Brief Description of the Drawings
[0021] [Figure 1] FIG. schematically shows a meridian cross - section of a projection exposure apparatus for EUV projection lithography. [Figure 2] FIG. shows a meridian cross - section through the collector of the projection exposure apparatus. [Figure 3] FIG. shows a cross - section perpendicular to the grating structure through an embodiment of a diffraction grating for EUV used light, the diffraction grating being attached to the reflective surface of the collector. [Figure 4] FIG. is a diagram showing a further embodiment of a diffraction grating for the collector, similar to FIG. 3. [Figure 5] FIG. is a diagram showing a further embodiment of a diffraction grating for the collector, similar to FIG. 3. [Figure 6] FIG. schematically shows a snapshot of substrate illumination as part of a method for producing a diffraction grating according to one of the embodiments according to FIGS. 3 to 5. [Figure 7] FIG. shows different embodiments for the design of the basic mirror shape of the collector, each figure being approximated to a spherical - section surface by an embodiment of a polyhedron, and in each case shown as an approximated global spherical - section surface, with only some of the sections being used for the collector. [Figure 8]The figures show different embodiments for designing the basic mirror shape of the collector, each of which is approximated by a spherical section surface by an embodiment of a polyhedron, and in each case is shown as an approximated whole-spherical section surface, of which only a portion of the section is used in the collector. [Figure 9] The figures show different embodiments for designing the basic mirror shape of the collector, each of which is approximated by a spherical section surface by an embodiment of a polyhedron, and in each case is shown as an approximated whole-spherical section surface, of which only a portion of the section is used in the collector. [Modes for carrying out the invention]

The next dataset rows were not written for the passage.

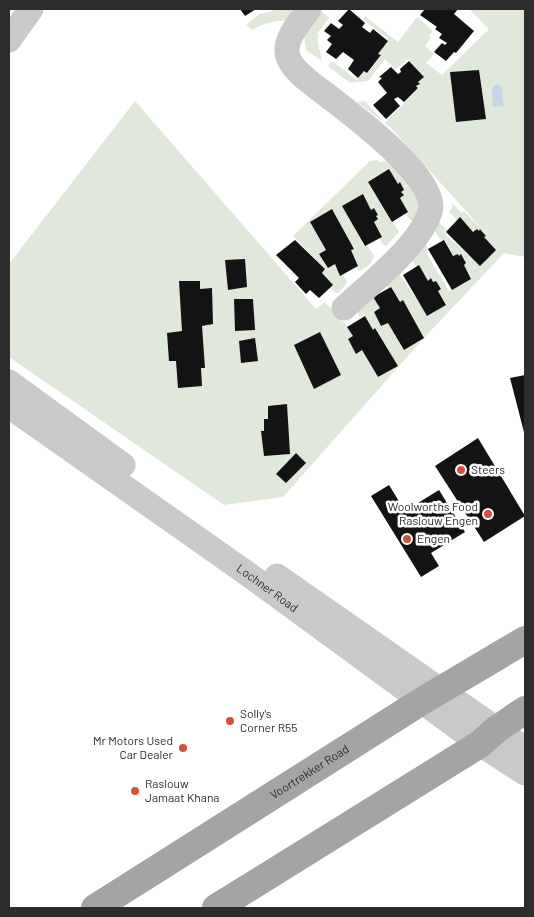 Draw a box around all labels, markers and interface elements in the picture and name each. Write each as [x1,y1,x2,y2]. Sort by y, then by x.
place label: Steers [471,462,505,476]
marker: Steers [455,464,467,476]
place label: Woolworths Food Raslouw Engen [388,499,478,527]
marker: Woolworths Food Raslouw Engen [482,508,494,520]
place label: Engen [417,531,450,545]
marker: Engen [401,533,413,545]
street label: Lochner Road [234,560,301,614]
place label: Solly's Corner R55 [240,706,297,734]
marker: Solly's Corner R55 [224,715,236,727]
place label: Mr Motors Used Car Dealer [93,733,174,761]
street label: Voortrekker Road [267,741,351,801]
marker: Mr Motors Used Car Dealer [177,742,189,754]
place label: Raslouw Jamaat Khana [145,776,220,804]
marker: Raslouw Jamaat Khana [129,785,141,797]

[0022] First, the schematic configuration of the microlithography projection exposure apparatus 1 will be described.
[0023] The Cartesian xyz coordinate system is used for explanation. In Figure 1, the x-axis extends perpendicular to the plane of the drawing into the drawing. The y-axis extends to the right. The z-axis extends downward. In relation to the explanation of individual components, the local Cartesian xyz coordinate system is used in Figure 2 and subsequent figures, in which the x-axis of the local coordinate system extends parallel to the x-axis of the global coordinate system according to Figure 1, and the x and y axes are positioned so that in both cases they span the principal plane approximated by the respective optical surfaces.

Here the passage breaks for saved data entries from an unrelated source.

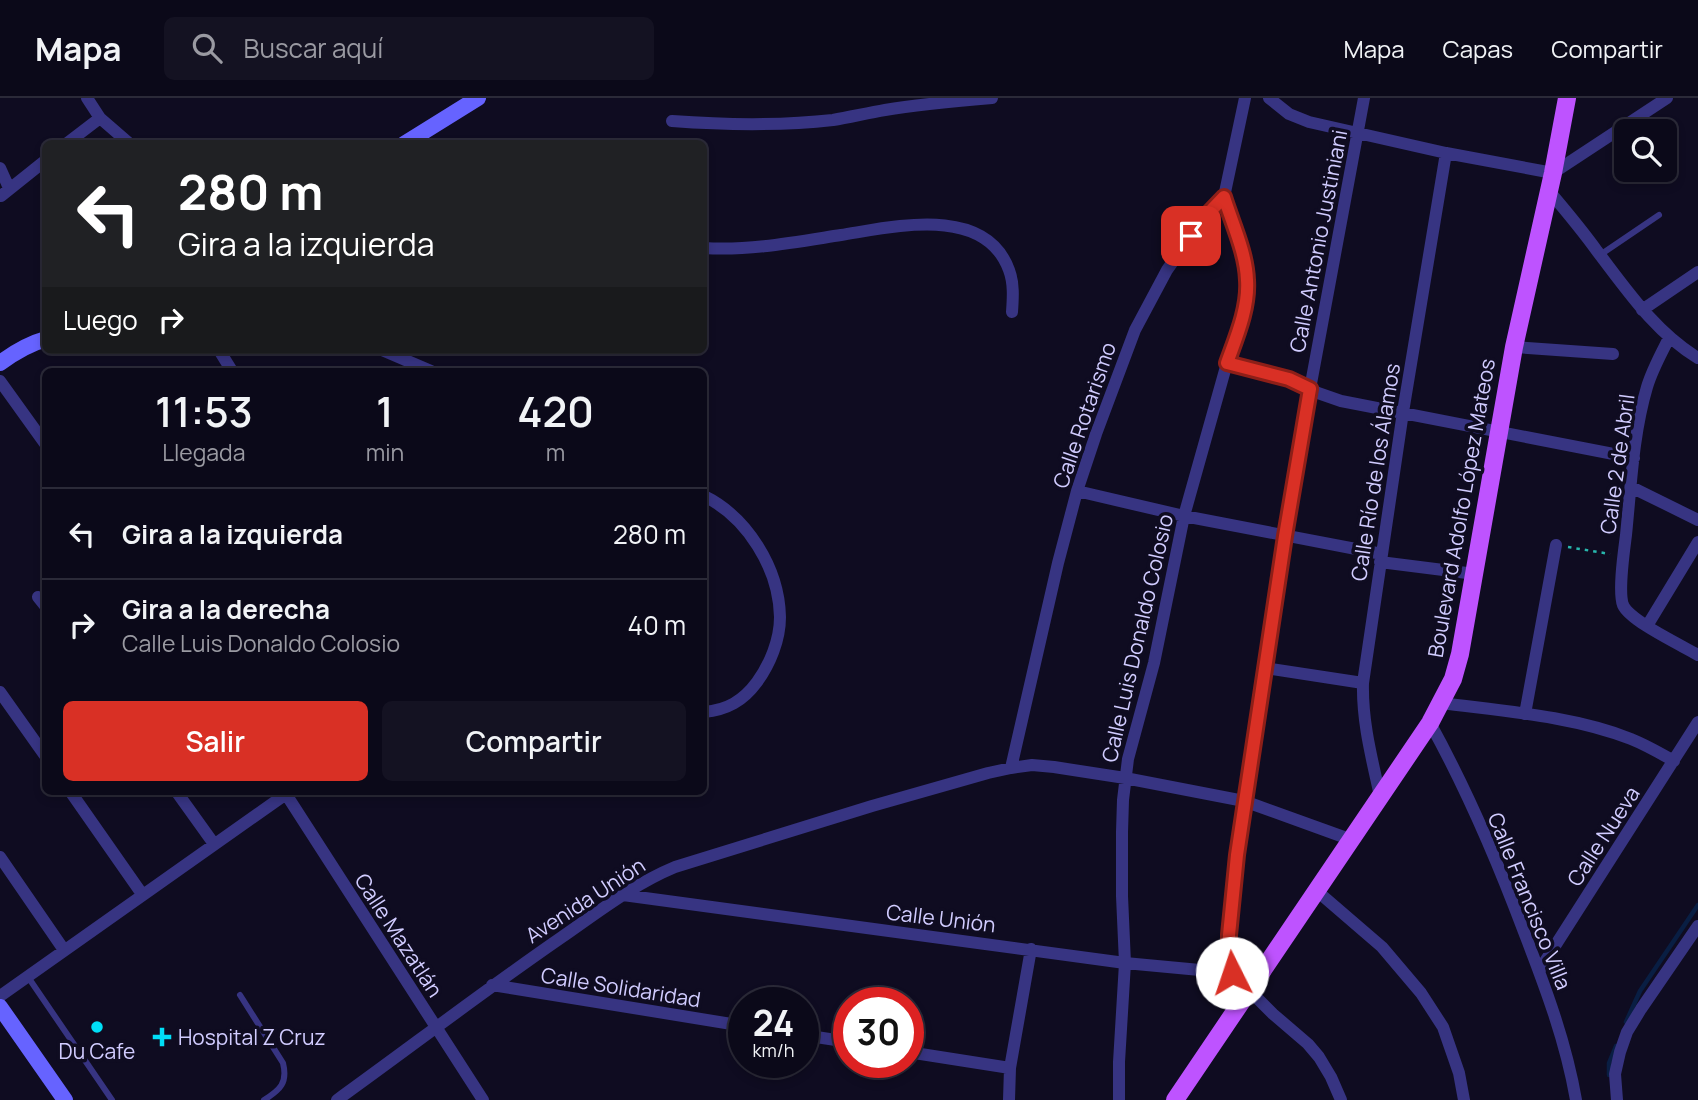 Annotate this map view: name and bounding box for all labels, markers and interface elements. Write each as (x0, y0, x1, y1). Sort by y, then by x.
search box (164, 17, 654, 80)
text: Mapa (35, 26, 122, 71)
icon: search (188, 29, 226, 67)
text: Buscar aquí (244, 30, 383, 66)
text: Mapa (1344, 32, 1405, 65)
text: Capas (1443, 32, 1513, 65)
text: Compartir (1551, 32, 1663, 65)
map controls (1614, 119, 1677, 182)
button: search (1614, 119, 1677, 182)
street label: Calle Antonio Justiniani (1283, 127, 1353, 355)
text: 280 m (178, 158, 323, 225)
icon: left (63, 168, 154, 259)
pin (1161, 206, 1221, 266)
icon: arrive (1172, 217, 1210, 255)
text: Gira a la izquierda (178, 222, 434, 266)
icon: right (152, 301, 190, 339)
text: Luego (63, 302, 138, 338)
street label: Calle Rotarismo (1046, 338, 1122, 492)
street label: Boulevard Adolfo López Mateos (1421, 356, 1501, 660)
street label: Calle Río de los Álamos (1344, 361, 1406, 583)
text: 11:53 (155, 382, 253, 440)
text: 1 (376, 382, 394, 440)
text: 420 (517, 382, 594, 440)
street label: Calle 2 de Abril (1593, 392, 1641, 536)
text: Llegada (162, 436, 246, 468)
text: min (366, 436, 404, 468)
text: m (546, 436, 565, 468)
street label: Calle Luis Donaldo Colosio (1095, 511, 1179, 765)
icon: left (63, 515, 101, 553)
text: Gira a la izquierda (122, 516, 343, 552)
text: 280 m (613, 516, 686, 552)
text: Gira a la derecha (122, 591, 330, 627)
icon: right (63, 606, 101, 644)
text: 40 m (628, 607, 686, 643)
text: Calle Luis Donaldo Colosio (122, 627, 400, 659)
button: Salir (63, 701, 368, 781)
button: Compartir (382, 701, 686, 781)
street label: Calle Nueva (1560, 781, 1646, 891)
street label: Calle Francisco Villa (1482, 808, 1578, 994)
street label: Avenida Unión (520, 851, 650, 949)
street label: Calle Mazatlán (349, 868, 449, 1002)
street label: Calle Unión (885, 897, 997, 939)
position arrow (1195, 936, 1269, 1010)
street label: Calle Solidaridad (539, 961, 703, 1013)
speed limit sign: 30 (833, 987, 924, 1078)
text: 24 (753, 999, 794, 1047)
marker: Du Cafe (89, 1019, 105, 1035)
place label: Hospital Z Cruz (178, 1023, 326, 1051)
marker: Hospital Z Cruz (152, 1027, 172, 1047)
place label: Du Cafe (59, 1037, 135, 1065)
text: km/h (753, 1038, 794, 1062)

[0024] Figure 1 schematically shows a meridian cross-section of a microlithography projection exposure apparatus 1. The illumination system 2 of the projection exposure apparatus 1 includes an illumination optical unit 4 for exposing the object field of view 5 on the object plane 6, in addition to the radiation source 3. In this case, a reticle 6a placed in the object field of view 5 is exposed, and the reticle is held by a reticle holder 6b. The projection optical unit 7 plays the role of imaging the object field of view 5 onto the image field of view 8 on the image plane 9. The structure of the reticle is imaged onto the photosensitive layer of a wafer 9a placed in the region of the image field of view 8 on the image plane 9, and the wafer is held by a wafer holder 9b.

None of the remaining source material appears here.